Mujeres que rompieron barreras

Nota sobre conferencia dictada en la Diputación provincial de Almería por Inmaculada Alva, investigadora del Centro de Estudios Josemaría Escrivá de Balaguer de la Universidad de Navarra, y lidera el Proyecto GENOVIFEM, dedicado a promover la visibilidad de la aportación femenina en todos los campos científicos mediante la investigación interdisciplinar y la docencia; la participación en redes de investigación y docencia nacionales y europeas, y el fomento de estudios en este campo, a través del Premio Ernestina de Champourcin.

La historiadora Inmaculada Alva

 Una campeona de slalon, una investigadora en la industrialización del vídrio óptico, dos empleadas domésticas, una licenciada en Ciencias Químicas, una poeta, varias trabajadoras sanitarias y maestras, filólogas, funcionarias de la administración pública…, estas son algunas de las actividades profesionales de las primeras mujeres que se incorporaron al Opus Dei en los años 40, y que irradiaron su mensaje por toda la geografía española y más de una decena de países de Europa y América en el breve periodo de 10 años.

 Según la historiadora Inmaculada Alva, que desarrolla su trabajo en relación a las primeras féminas que siguieron a Escrivá en los años 40 desde el Centro de Estudios Josemaría Escrivá de Balaguer de la Universidad de Navarra, “fueron mujeres que rompieron barreras". No porque hicieran grandes cosas, en algunos casos sí, sino porque, al comprender la novedad del mensaje del Opus Dei, se lanzaron más allá de lo que una mujer de los años 40 se podía plantear”. De ahí el título de la conferencia que la investigadora pronunció el pasado día 16 en el Salón de Plenos de la Diputación de Almería, invitada por la Asociación Almedina, y a la que asistieron cerca de 200 personas.
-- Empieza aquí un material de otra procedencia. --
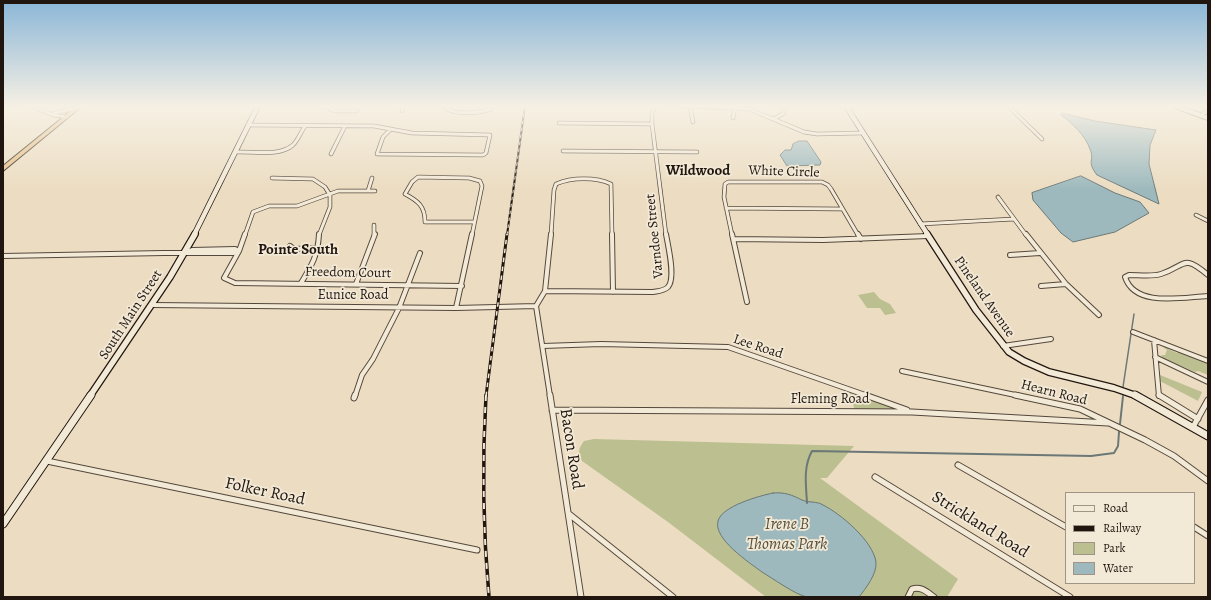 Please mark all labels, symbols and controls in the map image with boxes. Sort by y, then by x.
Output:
district label: Wildwood [666,162,730,180]
street label: White Circle [748,162,820,182]
street label: Varndoe Street [642,193,668,279]
district label: Pointe South [258,241,338,259]
street label: Pineland Avenue [950,253,1018,341]
street label: Freedom Court [305,264,391,282]
street label: South Main Street [96,267,166,363]
street label: Eunice Road [317,288,389,304]
street label: Lee Road [731,331,785,363]
street label: Hearn Road [1019,377,1089,409]
street label: Fleming Road [790,392,870,408]
street label: Bacon Road [555,407,587,491]
street label: Folker Road [223,474,307,510]
street label: Strickland Road [928,487,1032,563]
legend [1065,492,1195,584]
text: Road [1103,500,1128,516]
park label: Irene B Thomas Park [747,515,827,555]
text: Railway [1103,520,1141,536]
text: Park [1103,540,1126,556]
text: Water [1103,560,1133,576] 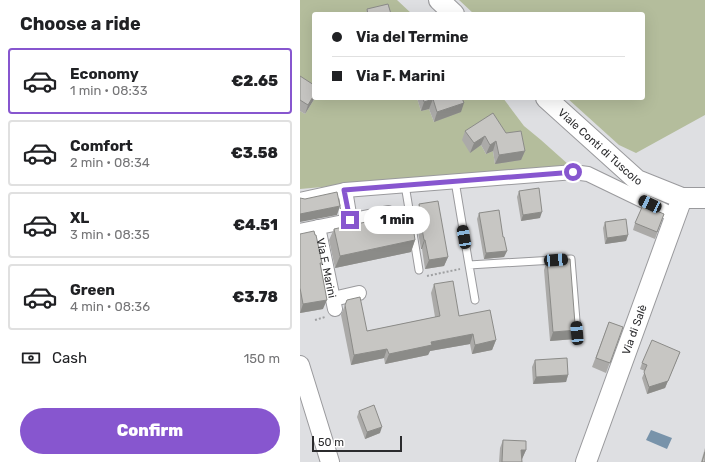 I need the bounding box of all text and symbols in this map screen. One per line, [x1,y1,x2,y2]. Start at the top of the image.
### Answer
text: Choose a ride [20,13,141,35]
text: Via del Termine [356,28,469,46]
icon: car [22,63,58,99]
text: Economy [70,65,139,83]
text: Via F. Marini [356,67,445,85]
text: €2.65 [231,72,278,90]
text: 1 min · 08:33 [70,83,147,98]
street label: Viale Conti di Tuscolo [556,106,644,188]
icon: car [22,135,58,171]
text: Comfort [70,137,133,155]
text: €3.58 [231,144,278,162]
text: 2 min · 08:34 [70,155,150,170]
route start [564,163,582,181]
car [637,193,663,215]
callout: 1 min [364,206,430,234]
icon: car [22,207,58,243]
text: XL [70,209,89,227]
route end [341,211,359,229]
text: 1 min [380,212,414,227]
text: €4.51 [233,216,278,234]
car [456,224,472,250]
text: 3 min · 08:35 [70,227,150,242]
street label: Via F. Marini [314,237,339,299]
car [544,253,568,267]
icon: car [22,279,58,315]
text: Green [70,281,115,299]
text: €3.78 [232,288,278,306]
text: 4 min · 08:36 [70,299,150,314]
street label: Via di Salè [619,303,649,356]
car [570,321,584,345]
icon: cash [20,347,42,369]
text: Cash [52,349,87,367]
text: 150 m [244,351,280,366]
button: Confirm [20,408,280,454]
scale bar [312,434,402,453]
text: 50 m [318,436,344,449] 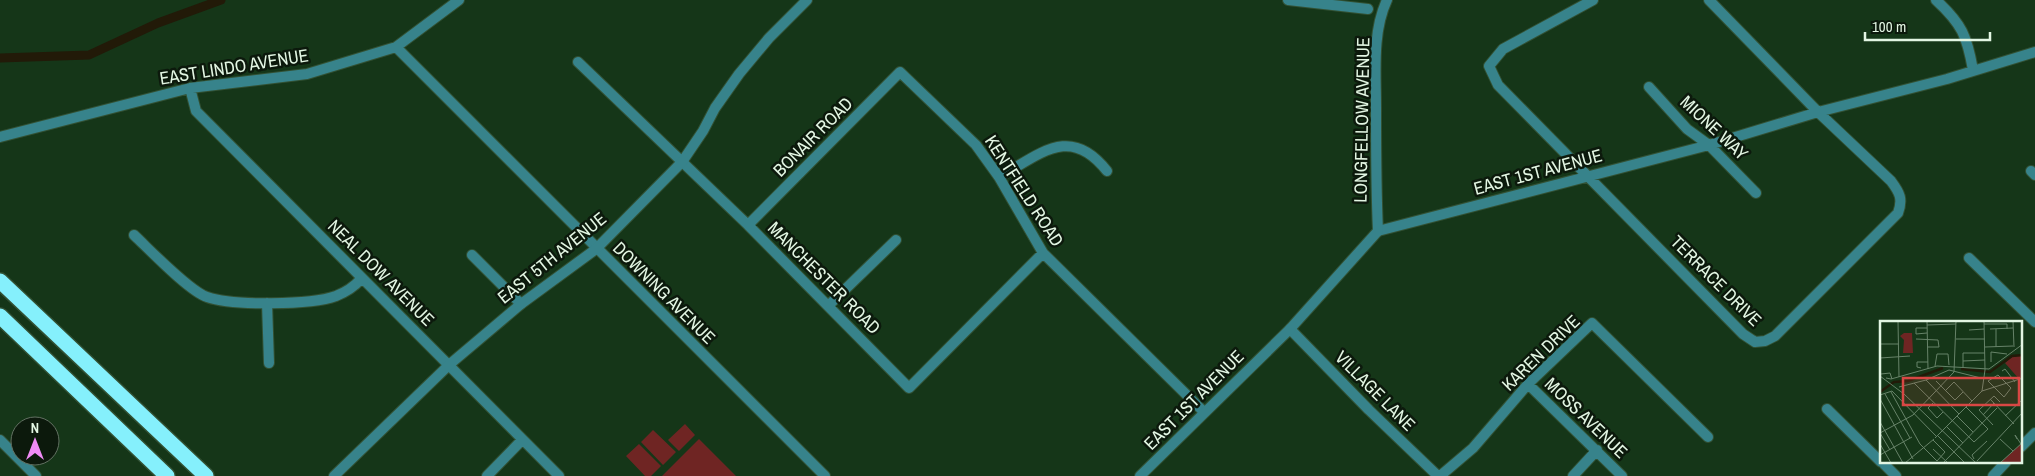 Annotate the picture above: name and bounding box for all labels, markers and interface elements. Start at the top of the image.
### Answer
scale bar [1865,10,1990,42]
text: 100 m [1872,16,1906,37]
street label: LONGFELLOW AVENUE [1348,37,1375,203]
street label: EAST LINDO AVENUE [158,42,310,91]
street label: MIONE WAY [1675,90,1754,166]
street label: BONAIR ROAD [767,91,858,182]
street label: KENTFIELD ROAD [979,130,1070,251]
street label: EAST 1ST AVENUE [1471,142,1605,201]
street label: EAST 5TH AVENUE [492,206,611,309]
street label: NEAL DOW AVENUE [323,214,440,331]
street label: MANCHESTER ROAD [762,216,886,340]
street label: TERRACE DRIVE [1665,229,1768,332]
street label: DOWNING AVENUE [607,236,721,350]
street label: KAREN DRIVE [1496,309,1585,396]
inset map [1880,321,2022,464]
street label: EAST 1ST AVENUE [1138,344,1249,455]
street label: VILLAGE LANE [1330,345,1421,436]
street label: MOSS AVENUE [1539,372,1633,464]
north arrow [10,416,60,466]
text: N [31,419,39,437] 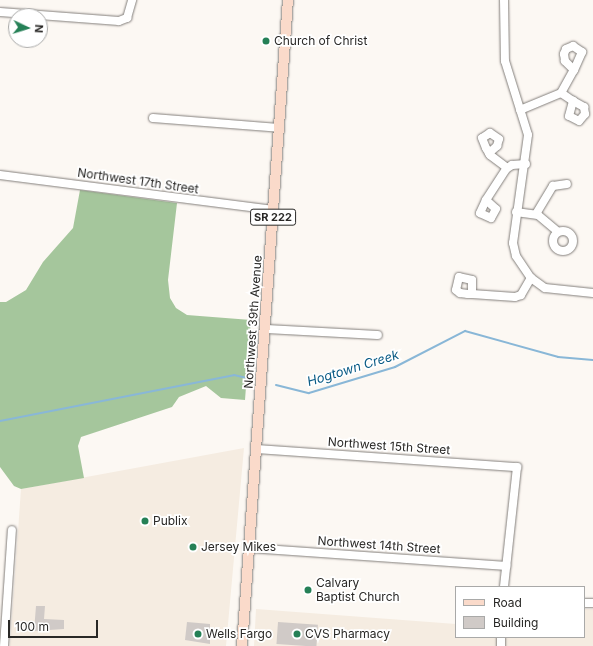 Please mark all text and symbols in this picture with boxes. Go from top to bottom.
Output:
north arrow [8,8,48,48]
text: N [32,24,46,33]
place label: Church of Christ [274,34,367,48]
marker: Church of Christ [261,36,271,46]
street label: Northwest 17th Street [77,165,199,197]
road number: SR 222 [250,208,296,226]
street label: Northwest 39th Avenue [241,255,265,389]
water label: Hogtown Creek [305,347,401,389]
street label: Northwest 15th Street [327,435,451,457]
place label: Publix [153,514,187,528]
marker: Publix [140,516,150,526]
street label: Northwest 14th Street [317,534,441,556]
place label: Jersey Mikes [201,540,276,554]
marker: Jersey Mikes [188,542,198,552]
place label: Calvary Baptist Church [316,576,400,604]
marker: Calvary Baptist Church [303,585,313,595]
legend [455,586,585,638]
text: Road [493,595,522,610]
scale bar [10,612,100,638]
text: Building [493,615,538,630]
text: 100 m [15,619,49,634]
place label: Wells Fargo [206,627,272,641]
place label: CVS Pharmacy [305,627,390,641]
marker: Wells Fargo [193,629,203,639]
marker: CVS Pharmacy [292,629,302,639] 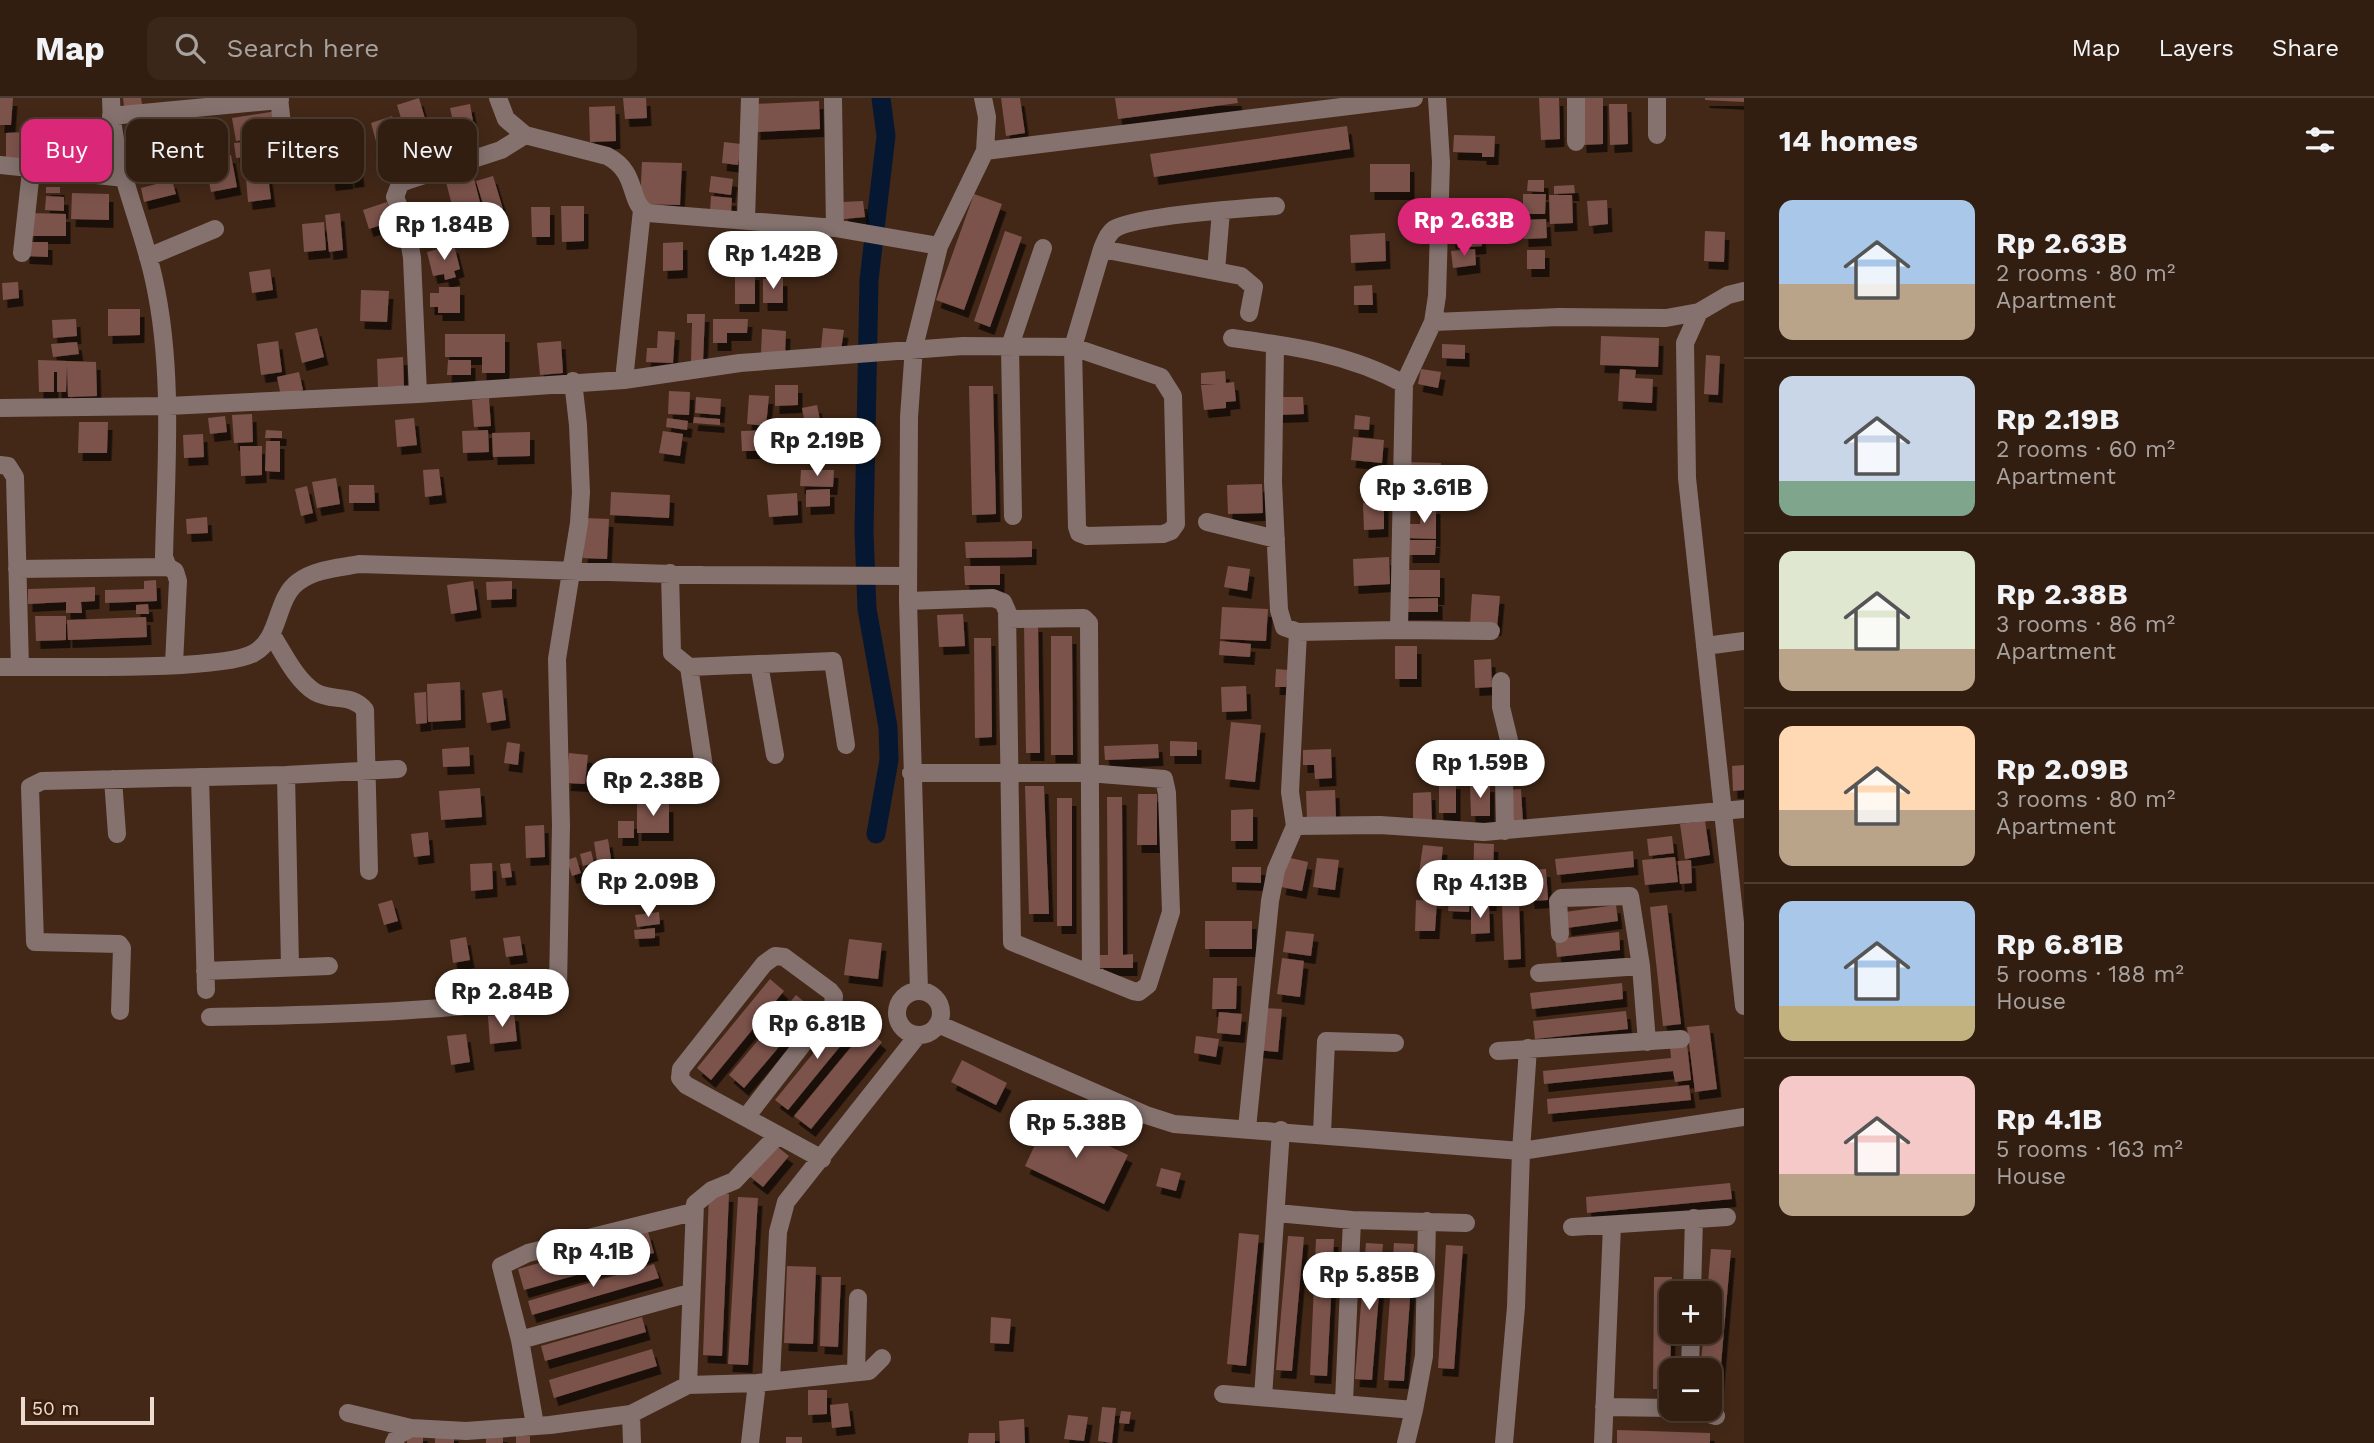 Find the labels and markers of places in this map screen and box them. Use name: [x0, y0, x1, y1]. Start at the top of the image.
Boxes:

La ponente fue presentada por el Diputado de Bienestar social, Igualdad y Familia, y por la la presidenta de la entidad organizadora.



 Una editorial de mujeres para mujeres 

¿Cómo eran aquellas primeras mujeres que se embarcaron con radicalidad en vivir y proyectar un espíritu laical que rompía moldes en la Iglesia y en la sociedad? Según la ponente, fueron personas que se superaron a sí mismas, inspiradas en la inconmovible confianza del Fundador del Opus Dei en la capacidad de la mujer. Con ese respaldo, algunas de las primeras tuvieron la valentía de fundar una editorial, la Editorial Minerva, hecha por mujeres y para mujeres, con un ambicioso proyecto para promover la literatura femenina, en tiempos en los que, para empezar, en nuestro país el papel brillaba por su ausencia.
Otras crearon de una residencia universitaria en la capital de España, cuando el índice de mujeres en las universidades españolas se situaba por debajo del 14% del alumnado.

 El feminismo de Escrivá 

La ponente subrayó el feminismo visionario de Josemaría Escrivá, que ya en los años 30 presagiaba la futura presencia de hijas suyas en actividades como la cultura, la prensa, los espectáculos, la empresa, la arquitectura, la medicina, etc. “Y ello, en un momento histórico en que, derogadas las leyes promulgadas por la segunda República, se restableció el Código Civil de 1889, bajo el que la mujer quedaba bajo la tutela del padre o del marido, con un marcado carácter proteccionista, convirtiéndose en muchos sentidos en una eterna menor de edad”.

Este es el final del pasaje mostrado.